Il y a dix ans, des dizaines de milliers d’« indignés », plus souvent appelés « 15-M », investissaient les places en Espagne, protestant contre la crise, le chômage, la corruption. Une nouvelle forme de contestation qui a inspiré jusqu’à New York. Trois ans plus tard, Podemos, un nouveau parti de gauche radicale, catalyse une partie de leurs aspirations, même si nombre d’« indignés » refusent de le considérer comme leur seul héritier. Dix ans après, que reste-t-il en Espagne du mouvement et de sa traduction politique ?
La sociologue Héloïse Nez, enseignante-chercheuse à l’université de Tours, spécialiste de la démocratie participative et des mouvements sociaux, a répondu à nos questions.
Pouvez-vous nous rappeler comment les « indignés » sont apparus il y a dix ans en Espagne ?
Dimanche 15 mai 2011, à une semaine des élections municipales et régionales espagnoles, une mobilisation citoyenne inattendue s’empare de la place de la Puerta del Sol, à Madrid. Plusieurs collectifs, regroupés au sein de la plate-forme Democracia real ya [« une vraie démocratie, maintenant »], convoquent ce rassemblement par les réseaux sociaux. Le soir, des jeunes installent un campement improvisé sur la place, en réponse à la répression policière de la fin de la manifestation.
C’est le début d’une longue et massive mobilisation citoyenne à l’échelle nationale qui s’inscrit dans le sillage des « printemps arabes ». En Espagne, on s’en souvient comme le mouvement du 15-M et en France comme de celui des « indignés ». Ces manifestants protestaient pour une véritable démocratie et dénonçaient, entre autres, le bipartisme, la corruption, le système électoral : « no nos representan » [« ils ne nous représentent pas »], scandaient-ils. Pour la plupart éduqués, ils étaient de tous les âges et ne se réclamaient d’aucun parti, n’avaient pas de leader. Les participants du 15-M tentaient de s’autogérer et de créer un nouveau mode de fonctionnement démocratique sur la place publique, notamment au travers d’assemblées sans délégation de pouvoir.
Dans quelle mesure les « indignés » ont-ils influé sur la politique et la société espagnoles ?

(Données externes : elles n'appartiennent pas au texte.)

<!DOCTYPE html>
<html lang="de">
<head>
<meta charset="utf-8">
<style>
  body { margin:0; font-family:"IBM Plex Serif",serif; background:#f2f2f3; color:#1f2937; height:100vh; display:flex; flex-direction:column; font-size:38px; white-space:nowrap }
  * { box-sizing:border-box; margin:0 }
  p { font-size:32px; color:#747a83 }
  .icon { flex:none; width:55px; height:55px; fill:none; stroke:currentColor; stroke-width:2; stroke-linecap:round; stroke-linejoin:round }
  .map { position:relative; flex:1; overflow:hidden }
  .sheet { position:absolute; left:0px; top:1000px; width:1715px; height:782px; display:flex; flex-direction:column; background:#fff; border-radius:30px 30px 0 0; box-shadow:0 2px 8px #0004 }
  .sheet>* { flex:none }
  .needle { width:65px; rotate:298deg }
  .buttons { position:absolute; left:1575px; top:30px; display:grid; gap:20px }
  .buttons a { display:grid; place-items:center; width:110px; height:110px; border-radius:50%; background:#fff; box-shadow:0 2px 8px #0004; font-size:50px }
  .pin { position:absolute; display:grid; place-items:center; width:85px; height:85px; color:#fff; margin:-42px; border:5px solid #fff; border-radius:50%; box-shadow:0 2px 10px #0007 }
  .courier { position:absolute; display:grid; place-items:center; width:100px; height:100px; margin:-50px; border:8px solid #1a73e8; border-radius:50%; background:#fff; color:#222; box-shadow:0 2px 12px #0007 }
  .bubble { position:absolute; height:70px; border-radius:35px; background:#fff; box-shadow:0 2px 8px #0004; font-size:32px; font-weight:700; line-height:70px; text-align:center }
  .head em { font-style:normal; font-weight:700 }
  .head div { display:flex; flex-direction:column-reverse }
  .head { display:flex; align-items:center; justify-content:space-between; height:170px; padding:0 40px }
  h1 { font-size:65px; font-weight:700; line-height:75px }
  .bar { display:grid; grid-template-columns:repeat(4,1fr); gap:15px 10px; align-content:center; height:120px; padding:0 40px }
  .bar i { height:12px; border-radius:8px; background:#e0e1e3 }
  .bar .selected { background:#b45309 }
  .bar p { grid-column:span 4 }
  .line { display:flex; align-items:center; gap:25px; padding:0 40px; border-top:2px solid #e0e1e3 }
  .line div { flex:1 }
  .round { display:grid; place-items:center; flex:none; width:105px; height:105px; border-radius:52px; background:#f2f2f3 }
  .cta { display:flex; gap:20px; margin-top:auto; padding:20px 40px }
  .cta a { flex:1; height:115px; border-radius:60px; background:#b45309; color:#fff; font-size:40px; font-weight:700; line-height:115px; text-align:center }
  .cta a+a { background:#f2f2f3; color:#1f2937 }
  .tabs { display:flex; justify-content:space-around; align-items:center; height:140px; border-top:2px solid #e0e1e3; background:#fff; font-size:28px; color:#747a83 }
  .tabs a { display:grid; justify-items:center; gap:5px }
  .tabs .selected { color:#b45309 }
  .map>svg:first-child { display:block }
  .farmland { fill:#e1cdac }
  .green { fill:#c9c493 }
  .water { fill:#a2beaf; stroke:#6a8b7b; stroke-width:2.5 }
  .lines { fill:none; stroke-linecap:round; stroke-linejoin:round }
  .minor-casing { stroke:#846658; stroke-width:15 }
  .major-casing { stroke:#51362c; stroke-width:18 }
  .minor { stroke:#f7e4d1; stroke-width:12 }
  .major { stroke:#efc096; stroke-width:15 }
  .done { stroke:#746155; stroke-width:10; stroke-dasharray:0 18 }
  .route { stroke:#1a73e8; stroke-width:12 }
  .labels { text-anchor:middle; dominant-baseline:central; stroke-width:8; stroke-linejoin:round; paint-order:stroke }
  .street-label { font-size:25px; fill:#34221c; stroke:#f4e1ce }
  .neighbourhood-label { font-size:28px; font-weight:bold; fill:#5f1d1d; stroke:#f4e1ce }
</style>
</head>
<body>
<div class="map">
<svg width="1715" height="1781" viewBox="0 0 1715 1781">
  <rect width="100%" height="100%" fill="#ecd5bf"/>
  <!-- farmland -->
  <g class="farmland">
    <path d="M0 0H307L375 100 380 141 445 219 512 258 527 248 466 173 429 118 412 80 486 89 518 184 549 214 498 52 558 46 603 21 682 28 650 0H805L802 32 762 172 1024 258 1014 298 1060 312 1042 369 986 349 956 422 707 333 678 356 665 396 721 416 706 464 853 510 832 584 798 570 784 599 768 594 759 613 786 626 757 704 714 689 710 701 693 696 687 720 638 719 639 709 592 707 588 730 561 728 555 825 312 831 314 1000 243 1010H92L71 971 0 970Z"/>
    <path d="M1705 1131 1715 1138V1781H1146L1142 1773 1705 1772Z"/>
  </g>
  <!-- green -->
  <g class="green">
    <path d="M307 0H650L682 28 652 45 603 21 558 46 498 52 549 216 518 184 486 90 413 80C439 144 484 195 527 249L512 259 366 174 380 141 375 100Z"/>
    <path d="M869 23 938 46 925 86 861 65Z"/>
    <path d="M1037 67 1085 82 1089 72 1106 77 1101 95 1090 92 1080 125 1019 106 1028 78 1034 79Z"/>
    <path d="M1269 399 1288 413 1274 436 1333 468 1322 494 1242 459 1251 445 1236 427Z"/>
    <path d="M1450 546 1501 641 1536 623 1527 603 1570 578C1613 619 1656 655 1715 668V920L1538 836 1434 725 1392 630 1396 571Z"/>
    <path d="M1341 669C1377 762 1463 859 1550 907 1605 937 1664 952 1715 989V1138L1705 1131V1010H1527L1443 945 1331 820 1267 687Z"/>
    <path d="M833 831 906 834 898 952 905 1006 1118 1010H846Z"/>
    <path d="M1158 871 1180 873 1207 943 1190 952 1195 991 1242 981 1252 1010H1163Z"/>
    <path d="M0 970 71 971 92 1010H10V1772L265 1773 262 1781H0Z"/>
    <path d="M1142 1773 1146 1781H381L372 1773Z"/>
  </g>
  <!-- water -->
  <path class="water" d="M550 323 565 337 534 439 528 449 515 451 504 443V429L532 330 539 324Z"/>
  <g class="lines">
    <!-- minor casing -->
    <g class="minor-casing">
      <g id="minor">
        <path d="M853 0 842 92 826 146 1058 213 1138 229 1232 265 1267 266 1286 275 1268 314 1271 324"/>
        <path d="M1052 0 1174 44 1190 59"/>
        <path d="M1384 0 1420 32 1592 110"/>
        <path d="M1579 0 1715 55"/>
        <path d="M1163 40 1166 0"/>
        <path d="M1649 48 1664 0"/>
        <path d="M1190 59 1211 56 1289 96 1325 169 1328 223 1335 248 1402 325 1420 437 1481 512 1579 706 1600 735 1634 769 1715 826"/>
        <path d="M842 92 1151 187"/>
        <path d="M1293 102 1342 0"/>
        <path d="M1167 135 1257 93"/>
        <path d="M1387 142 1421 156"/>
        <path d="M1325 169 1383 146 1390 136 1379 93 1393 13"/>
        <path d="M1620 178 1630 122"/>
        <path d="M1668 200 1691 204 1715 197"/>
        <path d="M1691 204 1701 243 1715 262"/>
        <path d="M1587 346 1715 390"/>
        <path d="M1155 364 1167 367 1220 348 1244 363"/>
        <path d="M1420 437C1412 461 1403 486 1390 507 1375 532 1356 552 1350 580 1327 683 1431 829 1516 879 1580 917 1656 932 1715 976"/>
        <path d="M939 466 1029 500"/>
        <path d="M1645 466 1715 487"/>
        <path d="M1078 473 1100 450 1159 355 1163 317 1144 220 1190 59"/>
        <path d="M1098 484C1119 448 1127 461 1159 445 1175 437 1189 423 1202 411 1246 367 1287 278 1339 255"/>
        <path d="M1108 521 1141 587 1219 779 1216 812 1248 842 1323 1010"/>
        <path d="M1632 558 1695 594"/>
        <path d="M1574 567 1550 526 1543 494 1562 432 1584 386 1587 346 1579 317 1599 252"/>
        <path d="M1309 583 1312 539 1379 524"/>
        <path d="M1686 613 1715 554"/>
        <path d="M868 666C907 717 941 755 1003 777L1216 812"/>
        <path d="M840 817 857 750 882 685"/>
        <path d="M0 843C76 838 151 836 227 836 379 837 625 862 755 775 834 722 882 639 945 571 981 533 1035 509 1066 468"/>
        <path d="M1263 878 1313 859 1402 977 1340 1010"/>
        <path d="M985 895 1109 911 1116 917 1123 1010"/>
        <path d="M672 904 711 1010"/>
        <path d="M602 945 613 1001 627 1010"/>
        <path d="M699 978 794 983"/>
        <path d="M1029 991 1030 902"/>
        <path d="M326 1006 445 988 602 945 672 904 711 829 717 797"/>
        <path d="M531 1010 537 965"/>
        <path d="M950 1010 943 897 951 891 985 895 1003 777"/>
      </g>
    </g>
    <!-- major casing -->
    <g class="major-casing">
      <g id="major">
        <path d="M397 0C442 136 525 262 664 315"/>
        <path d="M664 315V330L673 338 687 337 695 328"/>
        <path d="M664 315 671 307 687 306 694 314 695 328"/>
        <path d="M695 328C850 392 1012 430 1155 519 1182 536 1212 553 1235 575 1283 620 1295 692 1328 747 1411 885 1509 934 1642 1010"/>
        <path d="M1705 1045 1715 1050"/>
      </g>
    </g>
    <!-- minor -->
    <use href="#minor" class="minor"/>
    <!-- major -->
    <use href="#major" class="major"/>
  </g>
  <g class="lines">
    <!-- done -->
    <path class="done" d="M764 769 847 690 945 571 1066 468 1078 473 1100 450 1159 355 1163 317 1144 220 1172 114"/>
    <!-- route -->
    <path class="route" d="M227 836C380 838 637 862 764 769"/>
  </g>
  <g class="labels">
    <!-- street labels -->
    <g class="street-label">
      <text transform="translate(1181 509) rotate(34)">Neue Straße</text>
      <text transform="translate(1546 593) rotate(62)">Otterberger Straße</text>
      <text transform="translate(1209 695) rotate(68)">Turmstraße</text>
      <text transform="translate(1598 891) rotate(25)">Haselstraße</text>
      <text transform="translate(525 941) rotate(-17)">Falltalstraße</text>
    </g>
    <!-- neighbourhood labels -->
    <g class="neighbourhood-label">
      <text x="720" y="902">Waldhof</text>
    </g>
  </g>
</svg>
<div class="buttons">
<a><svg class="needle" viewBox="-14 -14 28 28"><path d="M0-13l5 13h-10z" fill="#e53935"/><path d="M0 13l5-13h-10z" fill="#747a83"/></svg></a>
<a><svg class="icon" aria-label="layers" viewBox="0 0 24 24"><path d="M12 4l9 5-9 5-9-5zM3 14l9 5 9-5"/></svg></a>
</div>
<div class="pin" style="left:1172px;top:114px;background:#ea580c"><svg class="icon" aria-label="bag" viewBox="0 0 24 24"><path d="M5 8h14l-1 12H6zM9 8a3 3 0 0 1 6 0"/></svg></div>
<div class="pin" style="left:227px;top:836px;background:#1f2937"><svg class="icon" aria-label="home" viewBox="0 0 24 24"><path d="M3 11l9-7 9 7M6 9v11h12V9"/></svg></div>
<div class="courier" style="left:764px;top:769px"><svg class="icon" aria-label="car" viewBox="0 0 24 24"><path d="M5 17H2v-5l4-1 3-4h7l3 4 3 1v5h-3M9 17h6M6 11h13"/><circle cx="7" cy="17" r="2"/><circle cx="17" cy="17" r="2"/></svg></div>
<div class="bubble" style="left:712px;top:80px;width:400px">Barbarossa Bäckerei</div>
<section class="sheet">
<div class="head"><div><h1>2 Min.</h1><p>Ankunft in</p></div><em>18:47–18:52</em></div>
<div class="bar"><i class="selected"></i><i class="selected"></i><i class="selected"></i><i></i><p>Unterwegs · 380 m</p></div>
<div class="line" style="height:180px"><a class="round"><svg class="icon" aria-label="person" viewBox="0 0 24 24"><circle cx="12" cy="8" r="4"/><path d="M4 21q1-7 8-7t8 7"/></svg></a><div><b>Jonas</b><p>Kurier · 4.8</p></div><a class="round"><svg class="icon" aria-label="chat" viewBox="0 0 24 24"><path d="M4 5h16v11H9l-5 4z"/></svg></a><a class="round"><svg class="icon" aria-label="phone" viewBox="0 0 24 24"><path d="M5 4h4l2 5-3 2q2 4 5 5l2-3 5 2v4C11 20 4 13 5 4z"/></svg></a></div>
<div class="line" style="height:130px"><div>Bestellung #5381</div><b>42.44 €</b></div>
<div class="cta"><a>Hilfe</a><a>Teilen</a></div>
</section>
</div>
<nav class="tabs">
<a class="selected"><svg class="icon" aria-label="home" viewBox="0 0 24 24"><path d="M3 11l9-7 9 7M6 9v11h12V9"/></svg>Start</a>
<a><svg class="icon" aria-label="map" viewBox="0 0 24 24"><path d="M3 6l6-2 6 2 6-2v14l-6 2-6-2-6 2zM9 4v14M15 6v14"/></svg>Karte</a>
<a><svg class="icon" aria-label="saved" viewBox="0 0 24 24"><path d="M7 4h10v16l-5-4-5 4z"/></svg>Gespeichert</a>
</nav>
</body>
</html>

Ce qui est certain, c’est que ce mouvement a profondément modifié la société espagnole. Le paysage politique et institutionnel a été transformé, sans pour autant mettre complétement fin au bipartisme : l’alternance au gouvernement du Parti socialiste ouvrier espagnol (PSOE) et du Parti populaire (PP) [libéral-conservateur], qui restent les partis les plus importants. Néanmoins, de nouveaux partis influents se sont développés.